# First squirrel outing



## Huntinbull (Apr 10, 2004)

Took a first time youth hunter out for squirrel today. He did a great job. Very careful with his firearm and his shot choices. Proud of him.


----------



## scallop (Apr 1, 2007)

Took the boy out for a little bit Sunday for the opener. Did not see a one. Heard a few but that is all. Mighty warm it was though. Still had a great time out in the woods with my son.


----------



## M.Magis (Apr 5, 2004)

I took my soon to be 5 year old out. He must be getting older, he kept telling me to be quiet.  We managed a couple, but didn't spend too much time at it.


----------



## frostymug56 (May 7, 2012)

made it out wednesday. got to my honey-hole at 9,, walked back out with 4 at 10:20. saw 3 others but never got a shot on them. not bad for 1 1/2hr.


----------



## T-180 (Oct 18, 2005)

Good for you guys getting those kids out !!!! Mine are adults now and they still love to get out for squirrels when they get a chance. Haven't been out yet, but hope to in the next week or so.


----------



## bubba911200 (Dec 31, 2012)

Just was out and not a one knocked three out of the trees but ran off


----------



## T-180 (Oct 18, 2005)

bubba, what gauge are you using, load, & choke?? Something seems wrong with 0-3. That's also why I almost never use a shotgun for squirrels, I hated seeing one get away like that.


----------



## bubba911200 (Dec 31, 2012)

20ga #6 7/8oz cylinder


----------



## jray (Jan 20, 2006)

#4's with a full choke is my rule of thumb just keep it out in front of them.


----------



## fishintechnician (Jul 20, 2007)

Went out this morn with my daughter, shes 9 and loves goin with me. We got 3, shot a 4th but he bolted when he hit the ground. we looked for about half an hr but never did find it. First one I've ever lost with a .22. She loves to get out and loves to be in the outdoors. She asked today if she could get her license this year....i think im gonna hold off for another year or 2. We also found a bonus hen of the woods mushroom. Actually found a few but most were old. Ready to go get some more!


----------



## Huntinbull (Apr 10, 2004)

Cylinder bore limits your useful pattern to 20 yards or less. 

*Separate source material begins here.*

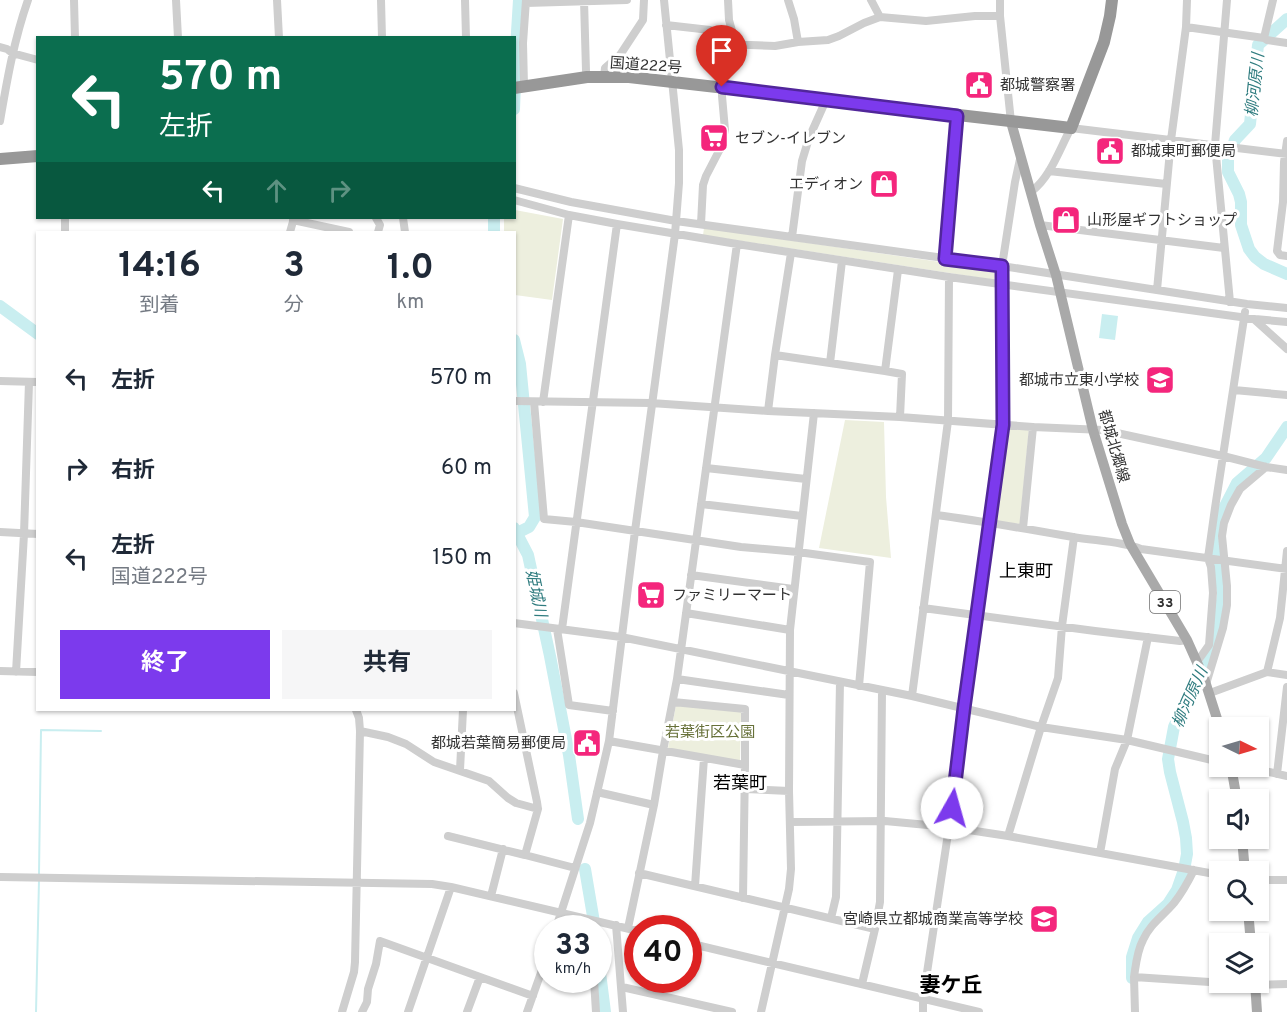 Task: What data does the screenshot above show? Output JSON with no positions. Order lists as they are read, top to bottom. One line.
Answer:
{"streets":{"highway":["国道222号"],"main road":["都城北郷線","33"]},"crossings":[["国道222号","都城北郷線"]],"districts":["上東町","若葉町","妻ケ丘"],"water":["柳河原川","姫城川"],"parks":["若葉街区公園"],"places":{"public building":["都城警察署","都城東町郵便局","都城若葉簡易郵便局"],"supermarket":["セブン-イレブン","ファミリーマート"],"shop":["エディオン","山形屋ギフトショップ"],"school or university":["都城市立東小学校","宮崎県立都城商業高等学校"]},"north":"right","page":{"turn":["570 m","左折"],"eta":["14:16","到着","3","分","1.0","km"],"list":[{"name":"左折","value":"570 m"},{"name":"右折","value":"60 m"},{"name":"左折","note":"国道222号","value":"150 m"}],"buttons":["終了","共有"],"speed":"33 km/h","limit":"40"}} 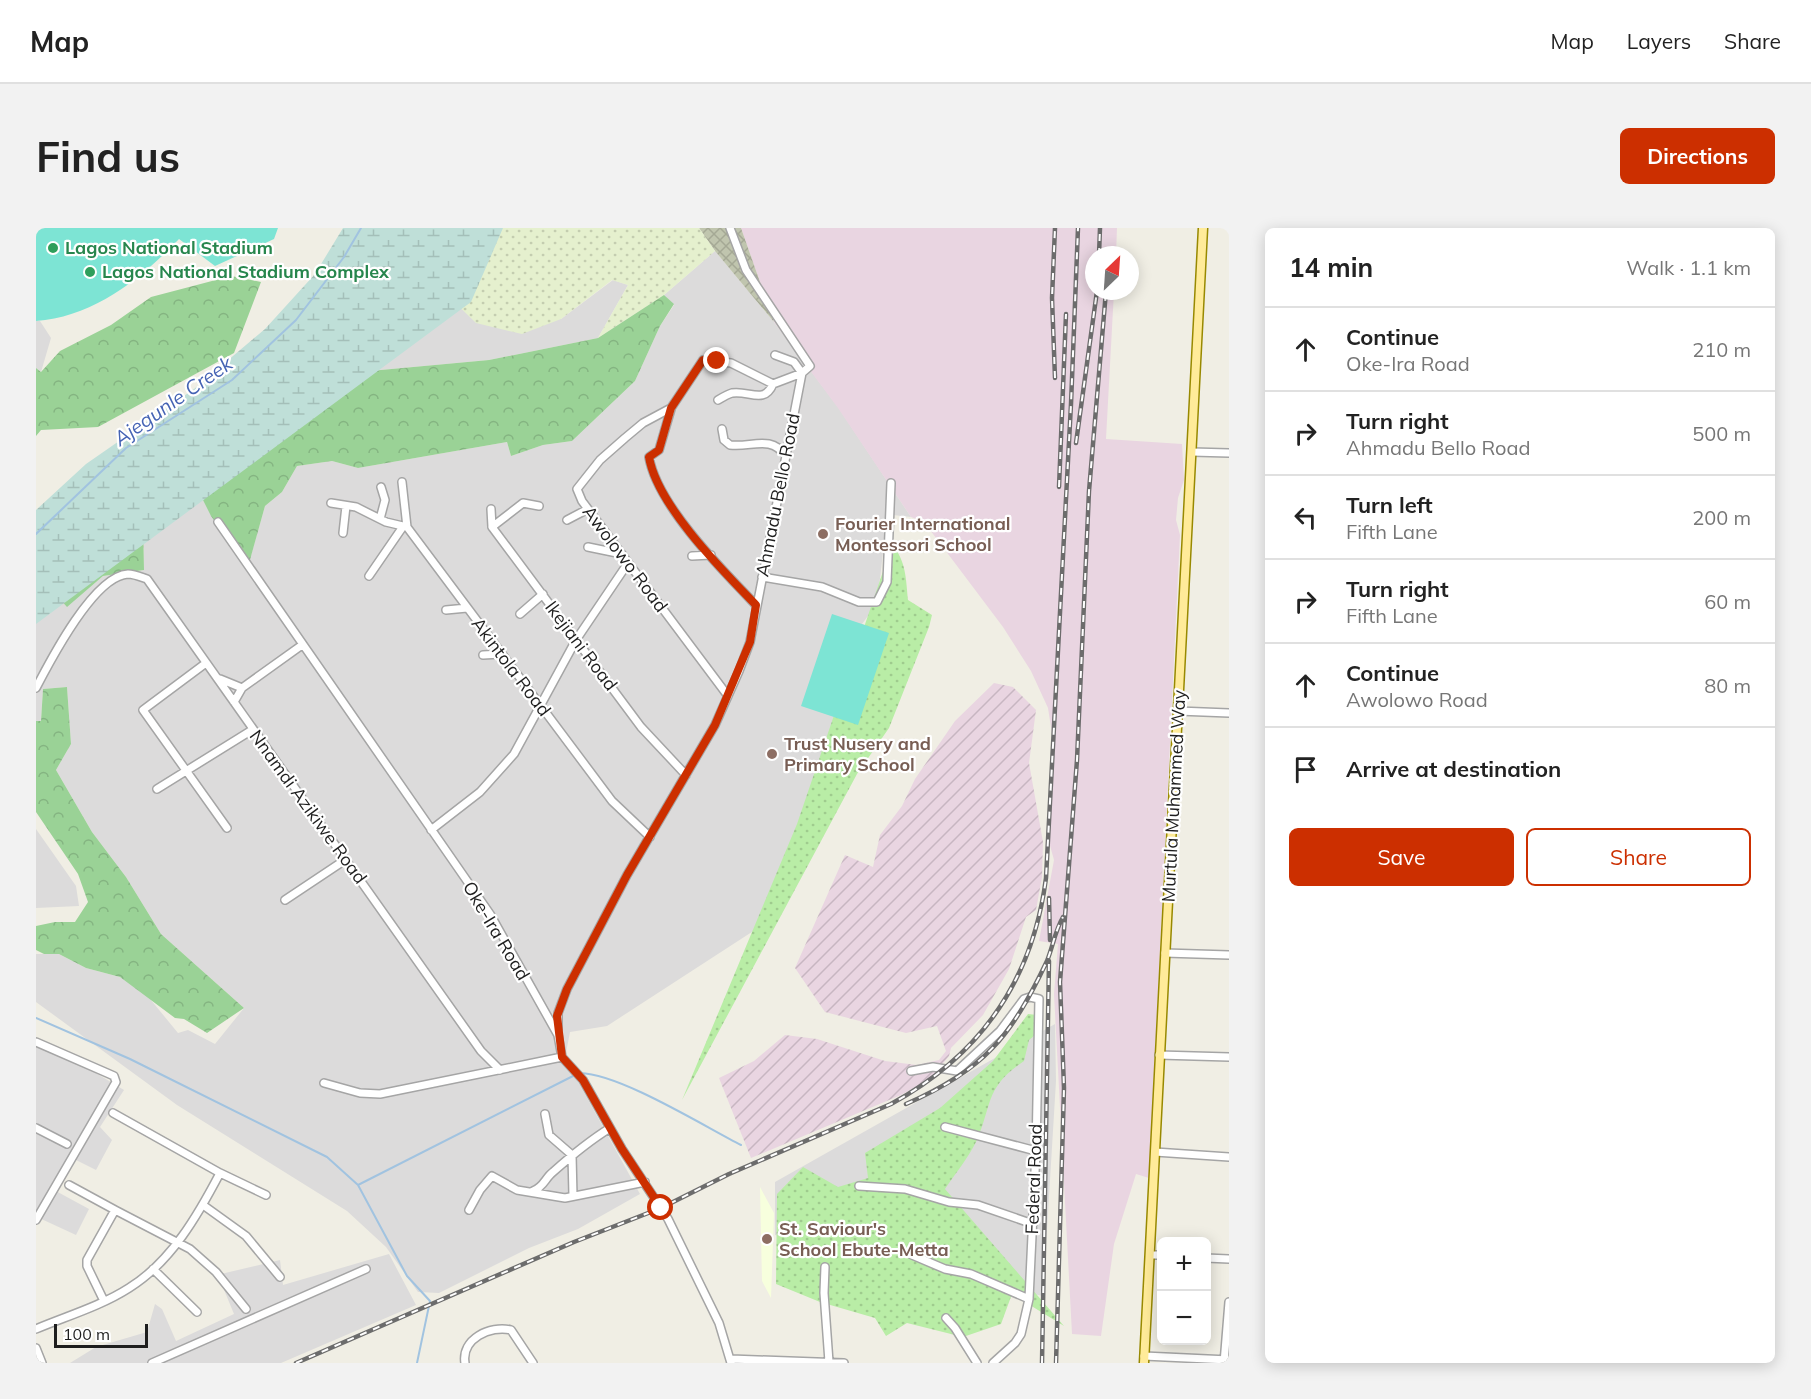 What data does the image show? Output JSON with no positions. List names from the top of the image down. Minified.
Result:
{"streets":{"main road":["Murtula Muhammed Way"],"street":["Ahmadu Bello Road","Awolowo Road","Ikejiani Road","Akintola Road","Nnamdi Azikiwe Road","Oke-Ira Road","Federal Road"]},"crossings":[["Ahmadu Bello Road","Awolowo Road"],["Ahmadu Bello Road","Ikejiani Road"],["Ahmadu Bello Road","Akintola Road"],["Ahmadu Bello Road","Oke-Ira Road"]],"water":["Ajegunle Creek"],"places":["Lagos National Stadium","Lagos National Stadium Complex","Fourier International Montessori School","Trust Nusery and Primary School","St. Saviour's School Ebute-Metta"],"scale_bar":"100 m","north":"top right","page":{"header":"Map","nav":["Map","Layers","Share"],"buttons":["Directions",["Save","Share"]],"title":"Find us","heading":["14 min","Walk · 1.1 km"],"list":[["Continue","Oke-Ira Road","210 m"],["Turn right","Ahmadu Bello Road","500 m"],["Turn left","Fifth Lane","200 m"],["Turn right","Fifth Lane","60 m"],["Continue","Awolowo Road","80 m"],"Arrive at destination"],"map_buttons":["+","−"],"scale":"100 m"}} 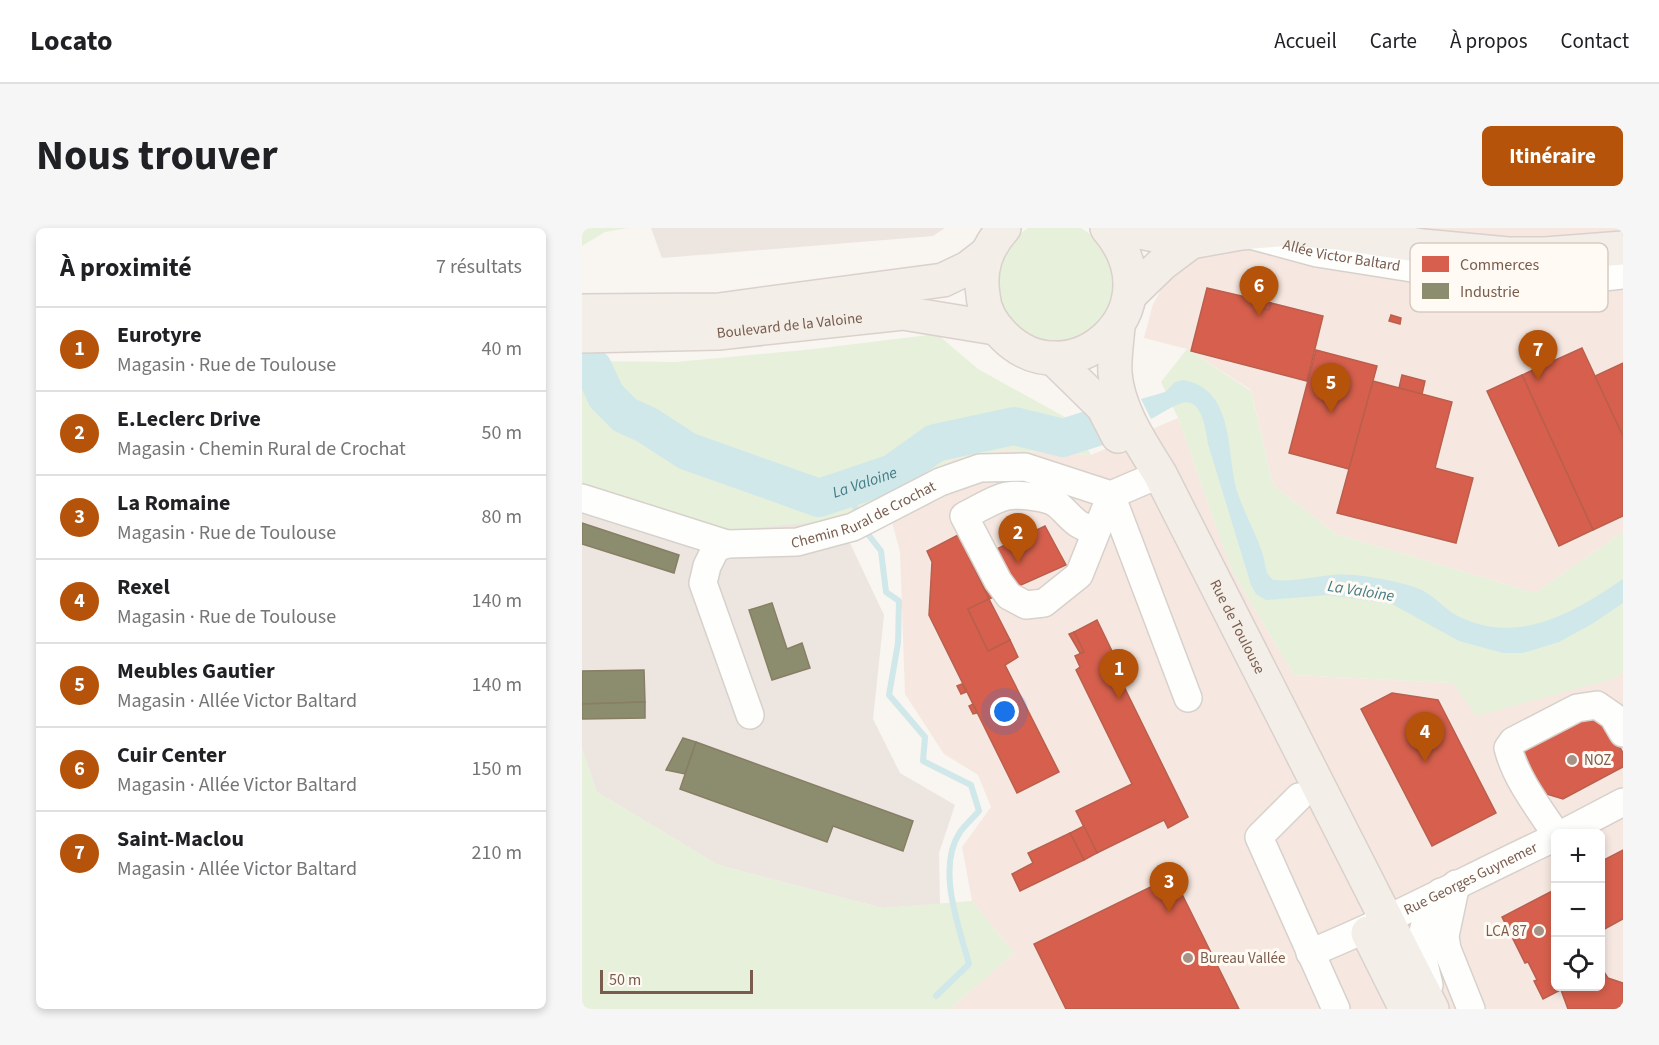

Sent from my ONE_TOUCH_960C using Ohub Campfire mobile app


----------



## T-180 (Oct 18, 2005)

Exactly what Huntinbull said. With a 20 gauge, modified & 5's is my limit & keep the range short, squirrels are tough. When my boys used 20's we kept all shots within 25 yards with modified & high brass 5's.


----------



## fshnteachr (Jun 9, 2007)

fishintechnician said:


> Went out this morn with my daughter, shes 9 and loves goin with me. We got 3, shot a 4th but he bolted when he hit the ground. we looked for about half an hr but never did find it. First one I've ever lost with a .22. She loves to get out and loves to be in the outdoors. She asked today if she could get her license this year....i think im gonna hold off for another year or 2. We also found a bonus hen of the woods mushroom. Actually found a few but most were old. Ready to go get some more!


I took my daughter, also 9, out on her first squirrel hunt. We've been out 3 times this year and she loves it. She wants to shoot!! I told her if she keeps coming with me this season, we'll consider the hunting class next year. I love being out there with her. Can't wait for her to deer hunt!! haha


----------